Unfortunately, for reasons unknown, Noka went out of business in 2011. This means that you won’t be able to get your hands on its impressive Venezuela, Trinidad, and Ecuador-sourced chocolates no matter how hard you look. Still, we had to include Noka Chocolates on our list, as the company did manage to achieve something remarkable in its relatively short lifespan.
1. La Madeline au Truffe by Knipschild ($2,600 per pound).
And we have finally reached the end of our list of the most expensive chocolates in the world. We’re going to end on a high note courtesy of the House of Knipschild. This brand has created the world’s most expensive chocolate, namely La Madeline au Truffe, which sells for $2,600 per pound. Forbes Magazine officially acknowledged this outstanding feat, but let’s find out exactly what’s so special about this extravagant chocolate.

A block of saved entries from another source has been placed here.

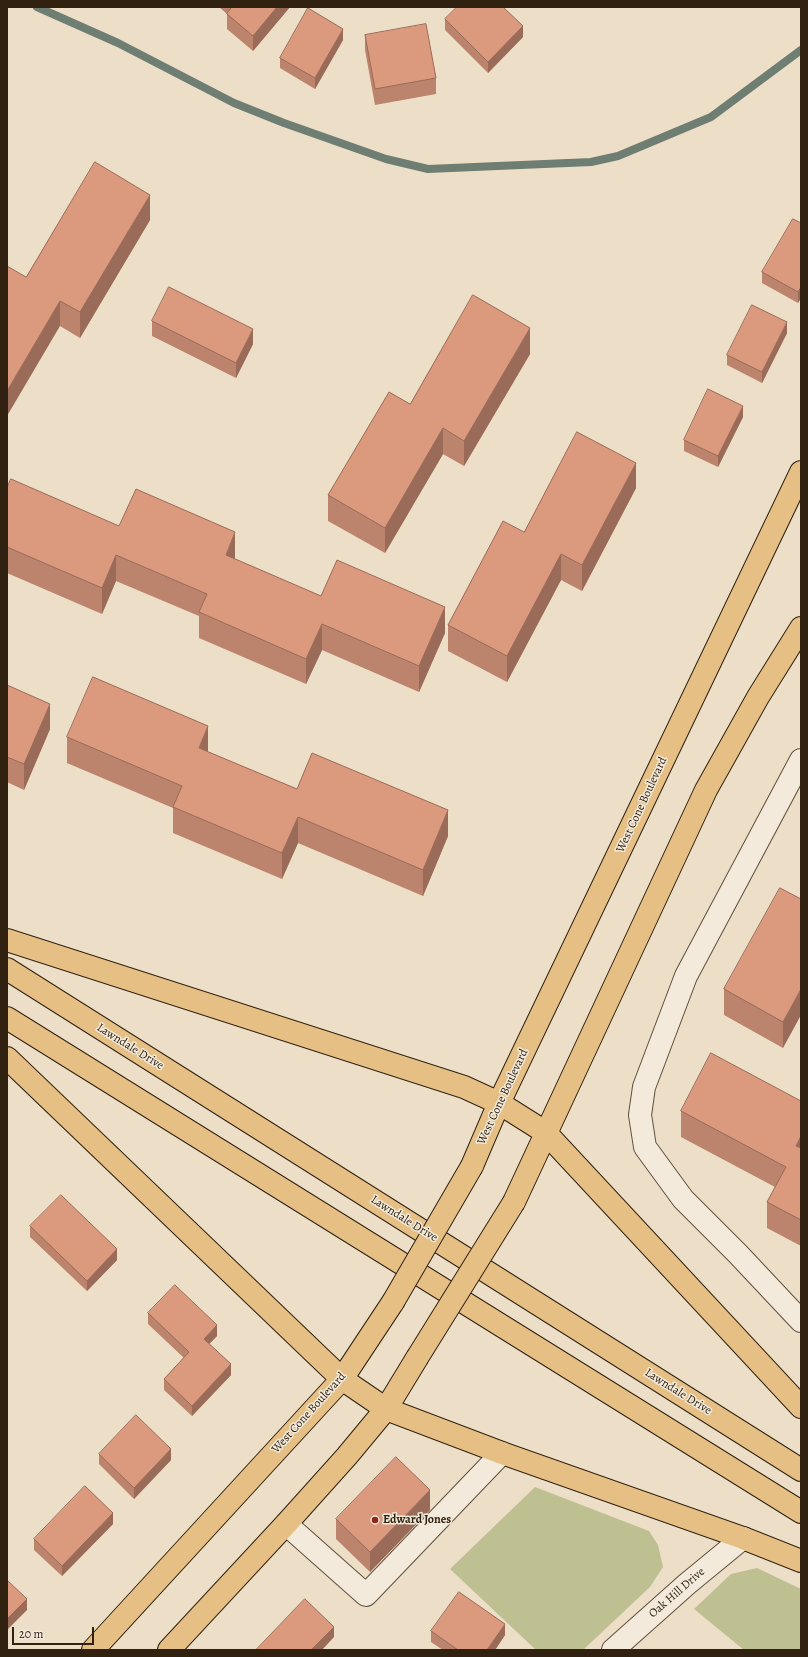 <!DOCTYPE html>
<style>
body{margin:0}
#map{position:relative;width:808px;height:1657px;overflow:hidden;background:#eddec7;font-family:Alegreya,serif}
canvas{display:block}
.frame{position:absolute;inset:0;border:8px solid #302111;pointer-events:none}
.scale{position:absolute;left:12px;top:1627px;width:82px;height:18px;box-sizing:border-box;border:2px solid #302111;border-top:0;padding-left:5px;font-size:12px;line-height:14px;white-space:nowrap;color:#302111;-webkit-text-stroke:3px #f3eadb;paint-order:stroke}
</style>
<div id="map">
<canvas width="808" height="1657"></canvas>
<div class="frame"></div>
<div class="scale">20 m</div>
</div>
<script>
const context = document.querySelector('canvas').getContext('2d');
context.lineJoin = 'round';
function fill(path, color) { context.fillStyle = color; context.fill(path, 'evenodd'); }
function stroke(path, color, width, dash) { context.strokeStyle = color; context.lineWidth = width; context.lineCap = dash ? 'butt' : 'round'; context.setLineDash(dash || []); context.stroke(path); }
function label(font, color, halo, rows, align = 'center') {
  context.font = font + ' Alegreya,serif'; context.lineWidth = 3; context.setLineDash([]); context.textBaseline = 'middle'; context.strokeStyle = halo; context.fillStyle = color; for (const [text, x, y, turn = 0] of rows) {
    context.save(); context.translate(x, y); context.rotate((+turn || 0) * Math.PI / 180); context.textAlign = isNaN(turn) ? turn : align; if (halo) context.strokeText(text, 0, 0); context.fillText(text, 0, 0); context.restore();
  }
}
const green = new Path2D(`
 M535,1487L649,1531L658,1545L663,1567L650,1587L583,1650H536L450,1569Z
 M757,1568L801,1589V1650H744L694,1609L731,1574Z`);
const stream = new Path2D(`
 M37,7L118,43L234,103L284,123L386,159L428,169L591,162L618,156L711,117L801,50`);
const minor = new Path2D(`
 M801,760L686,976L644,1087L640,1115L645,1147L683,1199L738,1254L801,1321
 M286,1524L366,1595L502,1453
 M613,1650L687,1584L743,1538`);
const major = new Path2D(`
 M7,940L464,1087L499,1103L545,1132L801,1407
 M7,969L801,1470
 M7,1018L801,1512
 M7,1058L342,1379L386,1409L502,1453L743,1538L801,1561
 M472,1166L499,1103L801,472
 M514,1202L706,790L758,697L801,628
 M93,1650L342,1379L393,1302
 M169,1650L286,1524L347,1456L386,1409L417,1358`);
const majorBridge = new Path2D(`
 M393,1302L472,1166
 M417,1358L514,1202`);
const wall = new Path2D(`
 M219,7H290L253,51L227,29V14Z
 M445,19L523,37L488,73L445,30Z
 M365,35L436,78V94L375,105L365,50Z
 M343,40L315,89L280,68V58Z
 M150,220L80,338L60,326L26,277Z
 M801,223V298L798,303L762,283V272Z
 M152,321L253,344L236,378L152,336Z
 M787,333L762,383L727,365V355Z
 M530,354L464,466L443,454L385,553L328,521V495L410,404Z
 M743,417L718,467L684,451V440Z
 M7,488L119,526L235,558V559L321,596L445,633L419,692L322,650L306,684L199,638V616L116,581L102,614L7,573Z
 M636,488L582,591L561,580L507,682L448,651V625L524,532Z
 M7,685L50,729L24,790L7,782Z
 M67,737L208,752L297,789L448,836L423,896L298,843L282,879L173,833V808L67,763Z
 M801,899L783,1048L724,1015V989Z
 M801,1101V1246L767,1228V1202L775,1187L681,1137V1111Z
 M30,1226L117,1260L87,1291L30,1237Z
 M148,1313L217,1336L209,1344L231,1375L192,1416L164,1390V1379L184,1358L148,1324Z
 M99,1454L171,1460L134,1499L99,1464Z
 M430,1510L370,1572L336,1539V1519Z
 M113,1524L62,1576L34,1550V1539Z
 M431,1631L505,1635L495,1650H443L431,1642Z`);
const shadedWall = new Path2D(`
 M277,7H290L253,51V36Z
 M523,26V37L488,73V62Z
 M343,29V40L315,89V78Z
 M150,195V220L80,338V312Z
 M801,287V298L798,303V292Z
 M60,301V326L7,416V391Z
 M787,322V333L762,383V372Z
 M530,328V354L464,466V441Z
 M253,329V344L236,378V363Z
 M743,406V417L718,467V456Z
 M443,428V454L385,553V528Z
 M636,463V488L582,591V565Z
 M235,532V558L226,580V555Z
 M561,554V580L507,682V656Z
 M116,555V581L102,614V588Z
 M445,607V633L419,692V666Z
 M322,624V650L306,684V659Z
 M50,704V729L24,790V764Z
 M208,726V752L199,748Z
 M448,810V836L423,896V870Z
 M298,817V843L282,879V853Z
 M801,989V1015L783,1048V1022Z
 M801,1136V1162L796,1146Z
 M117,1249V1260L87,1291V1281Z
 M217,1325V1336L204,1349V1339Z
 M231,1364V1375L192,1416V1406Z
 M171,1449V1460L134,1499V1488Z
 M430,1490V1510L370,1572V1552Z
 M113,1513V1524L62,1576V1566Z
 M27,1599V1610L7,1630V1619Z
 M505,1624V1635L495,1650H487Z
 M334,1627V1637L322,1650H311Z`);
const building = new Path2D(`
 M232,7H277L253,36L227,14Z
 M457,7H503L523,26L488,62L445,19Z
 M308,8L343,29L315,78L280,58Z
 M426,24L436,78L375,89L365,35Z
 M95,162L150,195L80,312L60,301L7,391V266L26,277Z
 M793,219L801,223V287L798,292L762,272Z
 M169,287L253,329L236,363L152,321Z
 M473,295L530,328L464,441L443,428L385,528L328,495L389,392L410,404Z
 M752,305L787,322L762,372L727,355Z
 M708,389L743,406L718,456L684,440Z
 M577,432L636,463L582,565L561,554L507,656L448,625L503,521L524,532Z
 M11,479L119,526L136,489L235,532L226,555L321,596L337,560L445,607L419,666L322,624L306,659L199,612L207,594L116,555L102,588L7,547V488Z
 M93,677L208,726L199,748L297,789L312,753L448,810L423,870L298,817L282,853L173,807L182,786L67,737Z
 M7,685L50,704L24,764L7,757Z
 M780,888L801,899V989L783,1022L724,989Z
 M711,1053L801,1101V1136L796,1146L801,1148V1220L767,1202L786,1167L681,1111Z
 M61,1195L117,1249L87,1281L30,1226Z
 M175,1285L217,1325L204,1339L231,1364L192,1406L164,1379L189,1352L148,1313Z
 M136,1415L171,1449L134,1488L99,1454Z
 M396,1457L430,1490L370,1552L336,1519Z
 M85,1486L113,1513L62,1566L34,1539Z
 M7,1580L27,1599L7,1619Z
 M459,1592L505,1624L487,1650H458L431,1631Z
 M305,1599L334,1627L311,1650H256Z`);
const markers = [
 [375,1520,4,"#8f2418"]
];
const streetNames = [
 ["West Cone Boulevard",642,805,-65],
 ["Lawndale Drive",130,1047,32],
 ["West Cone Boulevard",503,1097,-65],
 ["Lawndale Drive",404,1219,32],
 ["Lawndale Drive",678,1392,32],
 ["West Cone Boulevard",309,1413,-48],
 ["Oak Hill Drive",677,1593,-41]
];
const poiNames = [
 ["Edward Jones",383,1520]
];
fill(green, '#bec092');
stroke(stream, '#6f7e72', 8);
stroke(minor, '#5f503e', 24);
stroke(major, '#302111', 24);
stroke(minor, '#f3eadb', 22);
stroke(major, '#e6bf84', 22);
stroke(majorBridge, '#302111', 24, []);
stroke(majorBridge, '#e6bf84', 22);
fill(wall, '#bc846c');
fill(shadedWall, '#996b58');
fill(building, '#db997e');
stroke(building, '#996b58', 1);
for (const [x, y, r, color] of markers) { const dot = new Path2D(); dot.arc(x, y, r, 0, 2 * Math.PI); context.fillStyle = color; context.fill(dot); stroke(dot, '#f3eadb', 1.5); }
label('12px', '#302111', '#f3eadb', streetNames);
label('bold 12px', '#302111', '#f3eadb', poiNames, 'left');
</script>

According to Knipschild’s website, La Madeline au Truffe currently sells for $250 apiece. The treat includes a base of 70% Valrhona dark chocolate, heavy cream, sugar, truffle oil and vanilla – a mixture that engulfs a rare French Perigord truffle. The result is enveloped in Valrhona dark chocolate and rolled in fine cocoa powder before being placed on a bed of sugar pearls within a gold box tied with a ribbon.